All my thoughts are hairs on a wild, wild boar, running slowly down a lilac slope. – Devendra Banhart
As I was thinking about a topic for this post, the lyric above, from a Devendra Banhart song, caught my attention. No, I’m not going to be talking about boars, interesting as that might be. Today I’d like to talk about thoughts. How they can be as wild and destructive as that runaway pig. Specifically, let’s look at three thoughts that drive me crazy. Maybe you can identify.
My _______ looks like crap. Fill in the blank with your own insecurities. Hair (big one for me), shoes, outfit, FB page, car, room… the list is endless. My latest failure in this department (a minor failure, though I assure you I have major ones) was nail polish. Hoping to replicate a pretty shade of pale blue I’d seen on a coworker’s nails, I bought a bottle I thought would work. Now You Sea Me turned out to be a bright rendition of the blue-green waters of the Florida Gulf Coast. And on me, it needed a search and rescue. I admit it—I felt miserable all day. Just because my nails looked like crap. Like anyone really cared what my nails looked like. (Want to try Now You Sea Me? I’ll mail a bottle to the first person who comments and asks for it. Hopefully your thoughts about the aquatic nail color will be happy ones.)

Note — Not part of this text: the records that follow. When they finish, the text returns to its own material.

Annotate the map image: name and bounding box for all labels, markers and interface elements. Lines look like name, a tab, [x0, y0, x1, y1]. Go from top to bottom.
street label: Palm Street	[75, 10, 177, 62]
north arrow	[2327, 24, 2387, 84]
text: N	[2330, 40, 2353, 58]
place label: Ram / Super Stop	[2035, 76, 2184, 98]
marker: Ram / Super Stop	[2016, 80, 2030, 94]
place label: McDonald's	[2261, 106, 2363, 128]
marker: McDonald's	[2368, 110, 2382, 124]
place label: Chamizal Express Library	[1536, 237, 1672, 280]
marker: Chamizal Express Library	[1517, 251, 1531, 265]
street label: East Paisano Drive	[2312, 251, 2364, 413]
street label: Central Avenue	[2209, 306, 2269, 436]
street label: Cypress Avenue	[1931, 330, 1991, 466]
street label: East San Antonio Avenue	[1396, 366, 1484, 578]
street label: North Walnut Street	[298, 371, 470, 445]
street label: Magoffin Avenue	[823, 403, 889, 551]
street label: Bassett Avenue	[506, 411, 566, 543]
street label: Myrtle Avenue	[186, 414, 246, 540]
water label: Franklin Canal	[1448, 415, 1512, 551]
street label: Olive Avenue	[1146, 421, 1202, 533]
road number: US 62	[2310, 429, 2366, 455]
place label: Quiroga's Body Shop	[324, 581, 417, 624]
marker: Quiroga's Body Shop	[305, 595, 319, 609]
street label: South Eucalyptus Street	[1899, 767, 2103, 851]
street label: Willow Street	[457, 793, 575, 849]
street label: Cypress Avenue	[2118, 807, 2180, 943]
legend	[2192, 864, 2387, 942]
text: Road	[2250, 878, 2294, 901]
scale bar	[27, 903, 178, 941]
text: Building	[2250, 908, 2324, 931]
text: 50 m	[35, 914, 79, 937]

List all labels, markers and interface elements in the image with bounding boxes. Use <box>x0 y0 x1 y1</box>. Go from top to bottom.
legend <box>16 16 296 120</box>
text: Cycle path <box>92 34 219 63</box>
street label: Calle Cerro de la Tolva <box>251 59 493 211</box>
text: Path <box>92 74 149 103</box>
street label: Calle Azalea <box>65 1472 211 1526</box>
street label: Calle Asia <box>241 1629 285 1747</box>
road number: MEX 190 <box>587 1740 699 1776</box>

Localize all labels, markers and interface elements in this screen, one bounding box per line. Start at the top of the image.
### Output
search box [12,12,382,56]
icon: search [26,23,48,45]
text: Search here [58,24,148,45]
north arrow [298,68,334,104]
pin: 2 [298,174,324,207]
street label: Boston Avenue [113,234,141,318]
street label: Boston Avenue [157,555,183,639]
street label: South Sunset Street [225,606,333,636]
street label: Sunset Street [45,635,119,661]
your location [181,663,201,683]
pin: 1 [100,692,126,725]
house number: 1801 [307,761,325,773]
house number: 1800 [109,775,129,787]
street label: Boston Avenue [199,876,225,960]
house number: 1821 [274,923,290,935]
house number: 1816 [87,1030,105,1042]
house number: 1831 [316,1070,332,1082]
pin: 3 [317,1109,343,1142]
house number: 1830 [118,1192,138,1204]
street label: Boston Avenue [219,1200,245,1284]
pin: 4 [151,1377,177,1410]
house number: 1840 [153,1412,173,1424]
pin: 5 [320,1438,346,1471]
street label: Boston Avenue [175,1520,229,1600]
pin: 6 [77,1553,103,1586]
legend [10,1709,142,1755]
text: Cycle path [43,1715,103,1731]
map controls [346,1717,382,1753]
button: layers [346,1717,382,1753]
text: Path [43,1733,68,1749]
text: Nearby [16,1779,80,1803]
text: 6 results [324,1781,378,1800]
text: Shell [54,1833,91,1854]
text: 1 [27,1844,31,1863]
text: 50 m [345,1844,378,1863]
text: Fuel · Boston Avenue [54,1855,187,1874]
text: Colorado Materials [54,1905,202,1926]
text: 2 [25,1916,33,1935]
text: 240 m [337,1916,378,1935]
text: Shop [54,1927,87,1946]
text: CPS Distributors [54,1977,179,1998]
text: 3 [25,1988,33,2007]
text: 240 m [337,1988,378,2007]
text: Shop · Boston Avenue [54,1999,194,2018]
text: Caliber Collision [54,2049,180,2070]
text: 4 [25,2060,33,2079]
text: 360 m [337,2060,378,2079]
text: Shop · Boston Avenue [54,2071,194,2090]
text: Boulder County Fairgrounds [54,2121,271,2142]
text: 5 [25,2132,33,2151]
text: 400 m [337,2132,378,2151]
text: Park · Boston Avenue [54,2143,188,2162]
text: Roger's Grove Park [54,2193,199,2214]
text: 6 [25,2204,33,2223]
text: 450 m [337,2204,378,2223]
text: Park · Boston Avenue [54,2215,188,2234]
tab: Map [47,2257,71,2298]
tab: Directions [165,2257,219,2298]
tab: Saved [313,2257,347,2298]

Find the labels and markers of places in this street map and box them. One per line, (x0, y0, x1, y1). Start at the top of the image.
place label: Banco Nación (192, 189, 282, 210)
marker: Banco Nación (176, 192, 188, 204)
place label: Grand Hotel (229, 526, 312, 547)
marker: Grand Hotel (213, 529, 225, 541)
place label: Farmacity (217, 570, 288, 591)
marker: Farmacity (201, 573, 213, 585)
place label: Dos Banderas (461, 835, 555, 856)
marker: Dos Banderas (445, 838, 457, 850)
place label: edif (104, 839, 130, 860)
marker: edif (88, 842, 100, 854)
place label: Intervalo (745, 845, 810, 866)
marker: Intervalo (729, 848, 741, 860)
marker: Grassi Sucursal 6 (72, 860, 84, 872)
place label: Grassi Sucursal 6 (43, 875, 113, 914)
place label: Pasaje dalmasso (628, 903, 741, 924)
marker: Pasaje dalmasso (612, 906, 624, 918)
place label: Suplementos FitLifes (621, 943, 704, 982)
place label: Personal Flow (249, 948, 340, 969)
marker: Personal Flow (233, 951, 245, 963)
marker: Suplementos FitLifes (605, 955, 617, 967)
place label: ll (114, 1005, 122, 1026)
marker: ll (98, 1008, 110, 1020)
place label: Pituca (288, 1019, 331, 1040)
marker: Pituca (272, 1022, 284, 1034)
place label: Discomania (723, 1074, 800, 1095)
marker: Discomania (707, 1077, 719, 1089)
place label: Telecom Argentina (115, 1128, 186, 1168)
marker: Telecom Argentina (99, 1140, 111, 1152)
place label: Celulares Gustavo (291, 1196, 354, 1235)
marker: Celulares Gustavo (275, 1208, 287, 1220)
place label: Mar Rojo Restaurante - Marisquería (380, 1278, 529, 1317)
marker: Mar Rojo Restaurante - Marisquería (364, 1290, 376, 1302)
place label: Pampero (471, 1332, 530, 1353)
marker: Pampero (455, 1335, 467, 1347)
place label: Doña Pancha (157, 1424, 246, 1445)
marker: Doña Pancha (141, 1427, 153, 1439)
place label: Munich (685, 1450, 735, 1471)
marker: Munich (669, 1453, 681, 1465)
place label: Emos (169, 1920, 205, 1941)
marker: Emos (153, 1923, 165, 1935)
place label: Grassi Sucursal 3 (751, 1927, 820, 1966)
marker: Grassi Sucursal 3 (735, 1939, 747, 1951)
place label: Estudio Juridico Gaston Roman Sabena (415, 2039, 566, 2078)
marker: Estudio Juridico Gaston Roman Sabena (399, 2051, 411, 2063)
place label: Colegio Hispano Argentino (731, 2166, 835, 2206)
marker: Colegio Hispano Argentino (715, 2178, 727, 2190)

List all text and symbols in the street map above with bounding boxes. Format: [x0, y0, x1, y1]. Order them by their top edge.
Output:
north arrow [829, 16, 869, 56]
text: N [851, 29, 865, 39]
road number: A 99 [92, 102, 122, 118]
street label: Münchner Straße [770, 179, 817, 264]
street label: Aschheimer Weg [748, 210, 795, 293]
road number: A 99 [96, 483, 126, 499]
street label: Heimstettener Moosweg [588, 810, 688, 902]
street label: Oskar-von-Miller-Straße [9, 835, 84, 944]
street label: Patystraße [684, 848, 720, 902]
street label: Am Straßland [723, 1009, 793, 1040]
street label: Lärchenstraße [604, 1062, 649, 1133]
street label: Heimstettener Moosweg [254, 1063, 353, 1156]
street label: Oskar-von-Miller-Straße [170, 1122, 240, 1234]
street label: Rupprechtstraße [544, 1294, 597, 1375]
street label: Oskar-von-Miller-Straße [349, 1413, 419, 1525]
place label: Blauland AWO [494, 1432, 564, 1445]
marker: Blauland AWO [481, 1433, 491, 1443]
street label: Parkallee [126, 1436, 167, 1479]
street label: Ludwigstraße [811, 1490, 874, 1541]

There’s no way I can get all this done. I have a full time, real job in the real world of business. Plus I write novels in my spare time. Sleep? I don’t get a lot of it these days. And sometimes when I lie down at night, my thoughts run pell-mell down that lilac slope, churning up clods of the many tasks I’ve left undone. #2 is a choral refrain threading through my day like the Heartbreakers backing up Tom Petty, the Supremes supporting Diana Ross, the Pips… you get the picture. Only this chorus is off key, stressful, counterproductive. And guess what? Usually, despite the dire predictions of my personal Supremes, I do get it all done. What prompts there’s no way I can get all this done in your life? Final exams? Too many projects due at the same time? The holiday rush? (Yep, one of mine.)
I can’t cope with this. Ever had this reaction? I don’t need this right now, I think. Which, translated, means I don’t need it at all. It’s some sort of mess I don’t want to deal with. I just want it to go away. On top of being super busy, my PC, with which I had a lovely 7-year relationship, decided to go into a death spiral that involved a column of dust shooting out of it and hitting the ceiling. (Okay, that to-do list the Supremes croon doesn’t include dusting.) I spent several weeks nursing the dying hunk of metal, grappling resistance all the while. You. Will. Not. Die. And it didn’t. Completely. But I threw in the towel, and I’m now the proud owner of a new MacBook Pro. Good, in the form of a sleek, pomaceous (that’s your $1 word-of-the-day) laptop. Which I love. But it’s led to a new refrain of I can’t cope with this as I try to figure out how to use it. (Now, how do I close this window?)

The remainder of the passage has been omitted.